Shanghai, the global financial hub and China’s biggest city has become the epicentre of COVID-19 cases in the country as it set a record of six-straight days of logging around 20,000 cases, as the city ramped up mass testing to tackle the rapid spread of the Omicron variant.

The Chinese mainland reported 1,284 new locally-transmitted COVID-19 cases, including 322 in Shanghai, on Wednesday, China’s National Health Commission reported on Thursday.

Wednesday also saw 21,784 new asymptomatic cases, including 19,660 in Shanghai, it said.

Shanghai with a population of about 26 million, which remained under lockdown for several days, has already conducted three rounds of mass testing.

Shanghai’s latest caseloads have established it as China’s new epicentre for the latest outbreak, pushing the national caseload to 22,995, Hong Kong-based South China Morning Post newspaper reported.

The outbreak in Shanghai, caused by the highly transmissible Omicron variant of COVID-19, is becoming so serious that the city’s ruling Communist Party sent an open letter to rally members to help front-line health workers in their quest to find and snuff out the disease, the report said.

It was the second letter since March 24 by cadres in the city where the party was established a century ago.

China has already rushed thousands of personnel from various medical services of the military to Shanghai in a similar move to contain the coronavirus in Wuhan, where COVID-19 first emerged in 2019, December.

Vice-Premier Sun Chunlan, a member of the party’s Politburo, has been in Shanghai since Saturday to oversee the city’s anti-pandemic work.

Shanghai has reported 114,000 cases since the latest wave of outbreaks started on March 1, recording more cases in a month than the previous two years combined.

Wednesday’s new infection numbers surpassed the 13,436 cases recorded on February 12, 2000, in Wuhan, where the coronavirus outbreak was first reported, the Post report said.

The city was under lockdown to enable health authorities to carry out a fresh round of mass tests since Sunday to spot every infection and break the transmission chain. The city had already undergone three rounds of tests involving every single resident, from April 3 to 6.

Meanwhile, chaos had broken out in sporadic areas since Shanghai’s lockdown. People jostled and fought for food at the Nanhui quarantine centre on Wednesday before authorities brought the mayhem under control, the Post quoted blog posts on social media.
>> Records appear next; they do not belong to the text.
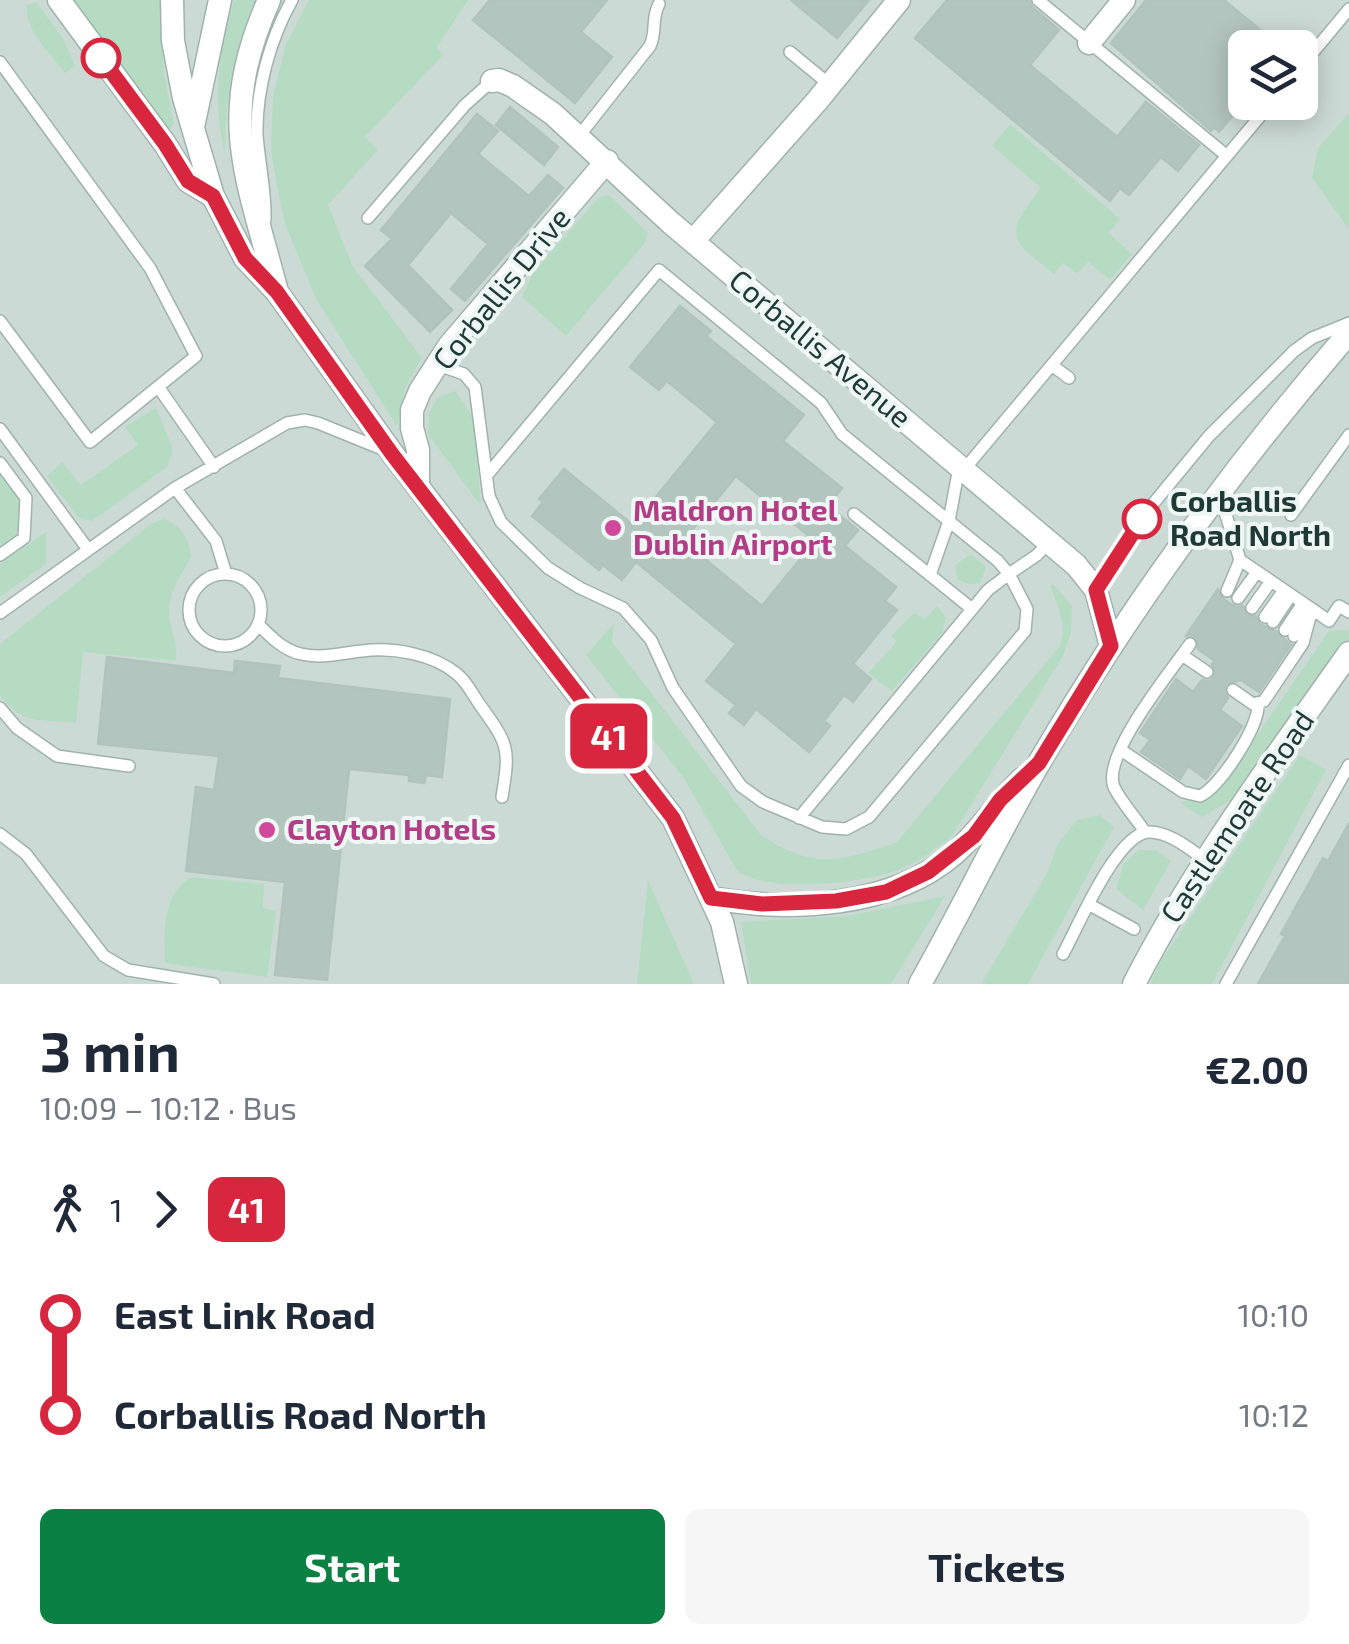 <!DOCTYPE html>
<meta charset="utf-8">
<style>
:root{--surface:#fff;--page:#f6f6f7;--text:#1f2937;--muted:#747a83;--accent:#0b8043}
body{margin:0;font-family:"Exo 2",sans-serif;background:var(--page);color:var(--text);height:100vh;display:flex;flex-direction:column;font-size:38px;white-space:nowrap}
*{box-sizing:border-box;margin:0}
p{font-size:32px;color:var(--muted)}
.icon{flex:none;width:55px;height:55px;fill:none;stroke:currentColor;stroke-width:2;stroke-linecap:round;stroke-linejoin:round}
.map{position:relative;height:984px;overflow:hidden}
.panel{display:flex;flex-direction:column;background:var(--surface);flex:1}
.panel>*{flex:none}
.badge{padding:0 20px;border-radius:15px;font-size:35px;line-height:65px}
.buttons{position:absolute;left:1228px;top:30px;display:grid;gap:20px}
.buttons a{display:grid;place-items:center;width:90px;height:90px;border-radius:15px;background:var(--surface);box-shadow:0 5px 25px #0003;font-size:50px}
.map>.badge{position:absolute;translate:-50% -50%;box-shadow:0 0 0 5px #fff}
.legs{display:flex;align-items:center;gap:15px;height:110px;padding:0 40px;font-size:32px}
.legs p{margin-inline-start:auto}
.summary{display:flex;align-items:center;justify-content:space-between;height:170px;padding:0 40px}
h1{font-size:55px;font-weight:700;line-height:75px}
.action{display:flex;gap:20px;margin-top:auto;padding:20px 40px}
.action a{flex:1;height:115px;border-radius:15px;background:var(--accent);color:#fff;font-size:40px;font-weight:700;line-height:115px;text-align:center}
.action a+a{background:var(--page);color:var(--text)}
ul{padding:0 40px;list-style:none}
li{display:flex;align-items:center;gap:35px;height:100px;font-size:38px}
li i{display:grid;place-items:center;width:15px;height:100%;margin:0 12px;background:currentColor}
li i::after{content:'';width:25px;height:25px;margin:-12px;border:8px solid;border-radius:50%;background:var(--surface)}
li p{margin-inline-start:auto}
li:first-child i{background:linear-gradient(#0000 50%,currentColor 0)}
li:last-child i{background:linear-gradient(currentColor 50%,#0000 0)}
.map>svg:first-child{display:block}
</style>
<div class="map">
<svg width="1349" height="984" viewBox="0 0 1349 984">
<rect width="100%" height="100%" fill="#ddeae5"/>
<path fill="#ccdad5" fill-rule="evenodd" d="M 0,0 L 1349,0 L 1349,984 L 0,984 ZM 1245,48 L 1300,48 L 1300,102 L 1245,102 Z"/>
<path fill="#b5dcc3" d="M 73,0 L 160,0 L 164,74 L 174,124 L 169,129 Z
M 234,0 L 256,0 C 233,49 225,101 225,154 C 212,102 218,51 234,0 Z
M 309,0 L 468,0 L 437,47 L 443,55 L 365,137 L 378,150 L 328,205 L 352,265 L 422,358 L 405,388 L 397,426 L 316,299 L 285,224 L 278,191 L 271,152 L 273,96 L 286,44 Z
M 36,2 L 63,38 L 75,66 L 65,73 C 51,54 24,30 27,5 Z
M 1349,113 L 1349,229 L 1312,178 L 1318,148 Z
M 1010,124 L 1120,219 L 1109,233 L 1132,254 L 1110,280 L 1088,262 L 1077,274 L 1063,263 L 1054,274 C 1008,238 1004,235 1041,188 L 992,146 Z
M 609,195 L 648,233 L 644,244 L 566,336 L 522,297 L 533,273 L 599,197 Z
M 455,391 L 474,418 L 481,506 L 428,434 L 429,414 L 437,398 Z
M 156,408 L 173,449 L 167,467 L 92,521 L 79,518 L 47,476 L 62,462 L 81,485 L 138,445 L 125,427 Z
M 0,472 L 21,500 L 20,536 L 0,551 Z
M 163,519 C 181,525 189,538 191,556 C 183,574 169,590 169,611 C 169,630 179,642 176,661 L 83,652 L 76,723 C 42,719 23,726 0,696 L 0,644 L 151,524 Z
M 46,532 L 46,564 L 0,597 L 0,564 Z
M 971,554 L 986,567 L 980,583 L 970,585 L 957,579 L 955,565 Z
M 1053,584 L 1072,606 L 1071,633 L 1063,656 L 952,836 C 934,850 914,866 892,872 C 856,884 770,892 738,872 L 683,777 L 586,655 L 614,623 L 612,642 L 761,835 C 814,870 840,862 897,842 L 1059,647 C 1069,628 1057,605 1050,586 Z
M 937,606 L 946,617 L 942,633 L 892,691 L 868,673 L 894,645 L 896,640 L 891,636 L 914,613 L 925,619 Z
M 1349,630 L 1349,639 L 1238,796 L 1202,817 L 1179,802 L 1207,798 L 1224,783 L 1329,631 Z
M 1300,755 L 1326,770 L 1212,984 L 1150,984 L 1161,961 Z
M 1100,815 L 1114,827 L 1028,984 L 981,984 L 1046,875 L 1059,842 L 1077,820 Z
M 1138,850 L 1156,850 L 1171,861 L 1143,910 L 1116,889 L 1123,865 Z
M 191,877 L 264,884 L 263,908 L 276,911 L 267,977 L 165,963 C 164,932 162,895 191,877 Z
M 648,880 L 694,984 L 637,984 Z
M 945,896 L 891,984 L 751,984 L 741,922 L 847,916 Z"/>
<path fill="#b3c5bf" stroke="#b0c4bd" stroke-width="2.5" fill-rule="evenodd" d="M 490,0 L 607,0 L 581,32 L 612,57 L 575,103 L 473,20 Z
M 791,0 L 869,0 L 837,38 Z
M 947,0 L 1029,0 L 1032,7 L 1059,30 L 1030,65 L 1117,137 L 1146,102 L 1199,145 L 1178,171 L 1161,157 L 1129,195 L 1120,188 L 1110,201 L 915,38 Z
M 1146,0 L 1224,0 L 1282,48 L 1245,48 L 1245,101 L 1219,132 L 1214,127 L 1211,131 L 1111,43 Z
M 510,107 L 558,147 L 544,165 L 496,125 Z
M 477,114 L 498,131 L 478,154 L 529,196 L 548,175 L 563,188 L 465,301 L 451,289 L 488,244 L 451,213 L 408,265 L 452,310 L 430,332 L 365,266 L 392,239 L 381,230 Z
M 680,306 L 711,331 L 706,336 L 804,415 L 783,441 L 842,488 L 828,506 L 858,530 L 845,546 L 896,587 L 885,601 L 897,610 L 853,664 L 871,679 L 853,702 L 844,695 L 824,721 L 830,726 L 809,752 L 756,709 L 744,725 L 729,713 L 736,705 L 706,681 L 736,644 L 636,562 L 622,580 L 603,565 L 599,570 L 532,516 L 543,502 L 539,499 L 564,469 L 633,525 L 717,422 L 667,381 L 659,390 L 630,367 ZM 736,476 L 815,541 L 762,606 L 683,541 Z
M 1218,589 L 1223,599 L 1236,607 L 1243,606 L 1246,615 L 1256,616 L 1259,624 L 1276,631 L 1291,645 L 1259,692 L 1241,680 L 1226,684 L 1224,690 L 1228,698 L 1220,710 L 1242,726 L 1206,779 L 1188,766 L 1180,779 L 1141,752 L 1150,740 L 1140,733 L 1176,679 L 1193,692 L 1202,680 L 1210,681 L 1215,676 L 1212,664 L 1215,661 L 1198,649 L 1196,637 L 1186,636 Z
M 107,657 L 234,673 L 235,661 L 280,666 L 278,678 L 450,699 L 442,777 L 426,775 L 424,783 L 409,781 L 409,775 L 349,769 L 327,980 L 275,975 L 285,882 L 186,871 L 196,787 L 214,790 L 219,756 L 98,744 Z
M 1349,823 L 1349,984 L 1258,984 L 1285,936 L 1281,934 L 1323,858 L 1328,861 Z"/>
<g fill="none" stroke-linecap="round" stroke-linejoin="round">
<g stroke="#a0b2ad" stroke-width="14">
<path id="lane" d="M 1038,0 L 1227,156
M 790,52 L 830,85
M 0,62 L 150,268 L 196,356 L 90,442 L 0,321
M 1300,68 L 1349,9
M 579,136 L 650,46 C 657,32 651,18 659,4
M 368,218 L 465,105 L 492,81
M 265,220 C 266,192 259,163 257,135 C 256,90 270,39 292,0
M 438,365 L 464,374 L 475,387 L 489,496 L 501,522 L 548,568 L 580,588 L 623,608 L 651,640 L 673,688 L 741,786 L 763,802 L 822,827 L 846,829 L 869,817 L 1025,631 L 1027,609 L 1009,574 L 988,590 L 799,818
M 1053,366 L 1069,378
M 159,388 L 214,467
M 0,429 L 87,548
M 0,463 L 26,498 L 24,538 L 0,555
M 487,475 L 659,270 L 821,403 L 842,434 L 998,561 L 1009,574 L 1037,555 L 1049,542
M 175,488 L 216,541 L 226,574
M 1220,496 L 1240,560 L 1227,591
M 854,514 L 930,575
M 1291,515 L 1349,435
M189 610a36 36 0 1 1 72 0a36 36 0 1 1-72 0Z
M 1096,590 L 1148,510 L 1209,436 L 1294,351 L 1312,338 L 1349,323
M 1238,598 L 1257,572
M 1252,608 L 1271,581
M 972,609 L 930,575 L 949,521 L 957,478 L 1272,102
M 0,613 L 175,488 L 287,423 L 305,420 L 318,423 L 387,451
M 1265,617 L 1284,590
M 1273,622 L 1291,595
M 258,624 C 270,636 283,650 301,654 C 322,659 341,653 362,651 C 393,647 433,654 457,674 C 467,682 473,695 480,705 C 509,745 510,748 502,797
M 1285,630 L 1303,603
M 1294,636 L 1312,609 L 1329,621 L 1339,606 L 1349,612
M 1182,655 L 1207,672
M 1233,690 L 1253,704 L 1264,701 L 1303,643 L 1312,609 L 1240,560
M 0,708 L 17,728 L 57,756 L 129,766
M 1121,750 L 1183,792 L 1200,796 C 1220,787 1257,729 1258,707 L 1253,704
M 1145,832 C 1136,818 1121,802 1114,787 C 1101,756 1171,671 1190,644
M 0,834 L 26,854 L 104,956 L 128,970 L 214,984
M 1090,905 L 1134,929
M 1063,954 C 1078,927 1116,835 1148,832 C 1168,831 1190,849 1205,860
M 1226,984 L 1349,765"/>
</g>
<g stroke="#a0b2ad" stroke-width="25">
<path id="street" d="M 59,0 L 165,144 L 188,181 L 213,196
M 172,0 L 173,41 L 184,98 L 213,196 L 245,258 L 277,292 L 392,453 L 673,818 L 722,922 L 736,984
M 269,0 C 217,118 246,173 276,288
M 1089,43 L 1124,0
M 492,81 L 499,80 L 513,86 L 553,114 L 671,223 L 1076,565 L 1096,590 L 1111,646
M 193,127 L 220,0
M 693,241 L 817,101 L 899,0
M 418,483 L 418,450 L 412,428 L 412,410 L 420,391 L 449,346 L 607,161
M 711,898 C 790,912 892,908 955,853 C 981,830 998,802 1022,779
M 920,984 C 961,911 997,836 1039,763 C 1128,610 1233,467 1349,333
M 1134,984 C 1194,867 1273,761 1349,653"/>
</g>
<use href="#lane" stroke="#fff" stroke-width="11"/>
<use href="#street" stroke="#fff" stroke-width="22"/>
</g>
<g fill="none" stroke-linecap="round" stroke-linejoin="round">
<g stroke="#fff" stroke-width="22">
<path id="line-1" d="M 101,58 L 165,144 L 188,181 L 213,196 L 245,258 L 277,292 L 392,454 L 673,818 L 711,898 L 762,904 L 836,901 L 886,892 L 928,872 L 974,836 L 1000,800 L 1039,763 L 1111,646 L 1096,590 L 1142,519"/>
</g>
<use href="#line-1" stroke="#d7263d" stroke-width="15"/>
</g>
<g fill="#fff" stroke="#d7263d" stroke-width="5">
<circle cx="101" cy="58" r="18"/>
<circle cx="1142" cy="519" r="18"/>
</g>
<g fill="#d1479c" stroke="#eef7f3" stroke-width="4">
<circle cx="613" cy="528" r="10"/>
<circle cx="267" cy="830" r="10"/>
</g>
<g text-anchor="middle" stroke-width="8" stroke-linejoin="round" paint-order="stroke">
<g font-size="30" fill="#1f3a35" stroke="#eef7f3">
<text transform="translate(502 289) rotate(-51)" y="10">Corballis Drive</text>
<text transform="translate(820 349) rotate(40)" y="10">Corballis Avenue</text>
<text transform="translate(1238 817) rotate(-56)" y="10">Castlemoate Road</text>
</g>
<g font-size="30" font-weight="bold" fill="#1f3a35" stroke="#eef7f3" text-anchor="start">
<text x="1170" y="512">Corballis<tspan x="1170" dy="34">Road North</tspan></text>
</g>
<g font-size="30" font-weight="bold" fill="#b23c85" stroke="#eef7f3" text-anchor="start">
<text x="633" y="521">Maldron Hotel<tspan x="633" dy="34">Dublin Airport</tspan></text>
<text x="287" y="840">Clayton Hotels</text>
</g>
</g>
</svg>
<div class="buttons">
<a><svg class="icon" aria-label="layers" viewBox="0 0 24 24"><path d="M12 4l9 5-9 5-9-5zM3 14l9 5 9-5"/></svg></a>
</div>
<b class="badge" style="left:609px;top:736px;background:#d7263d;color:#fff">41</b>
</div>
<section class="panel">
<div class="summary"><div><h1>3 min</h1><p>10:09 – 10:12 · Bus</p></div><b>€2.00</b></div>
<div class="legs"><svg class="icon" aria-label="walk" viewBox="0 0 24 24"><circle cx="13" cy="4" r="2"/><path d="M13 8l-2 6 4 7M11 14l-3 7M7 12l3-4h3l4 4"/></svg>1<svg class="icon" aria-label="forward" viewBox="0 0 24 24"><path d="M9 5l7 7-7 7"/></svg><b class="badge" style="background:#d7263d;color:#fff">41</b></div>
<ul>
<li><i style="color:#d7263d"></i><b>East Link Road</b><p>10:10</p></li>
<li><i style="color:#d7263d"></i><b>Corballis Road North</b><p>10:12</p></li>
</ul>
<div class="action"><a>Start</a><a>Tickets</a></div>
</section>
Trust in the local government has been eroded over the past few weeks since their pledge to protect people and ensure adequate food supply proved to be empty promises, said Gordon Zhu, a Shanghai-based software developer.

Many people are starving amid the shutdown and they are desperate for meat, vegetables and rice, he said, the Post reported.

The coronavirus first emerged in the central Chinese city of Wuhan in late December 2019. The deadly disease has killed at least 6,167,500 people across the world, according to Johns Hopkins University COVID-19 tracker. The world has also reported over 495,218,000 confirmed COVID-19 cases, it says.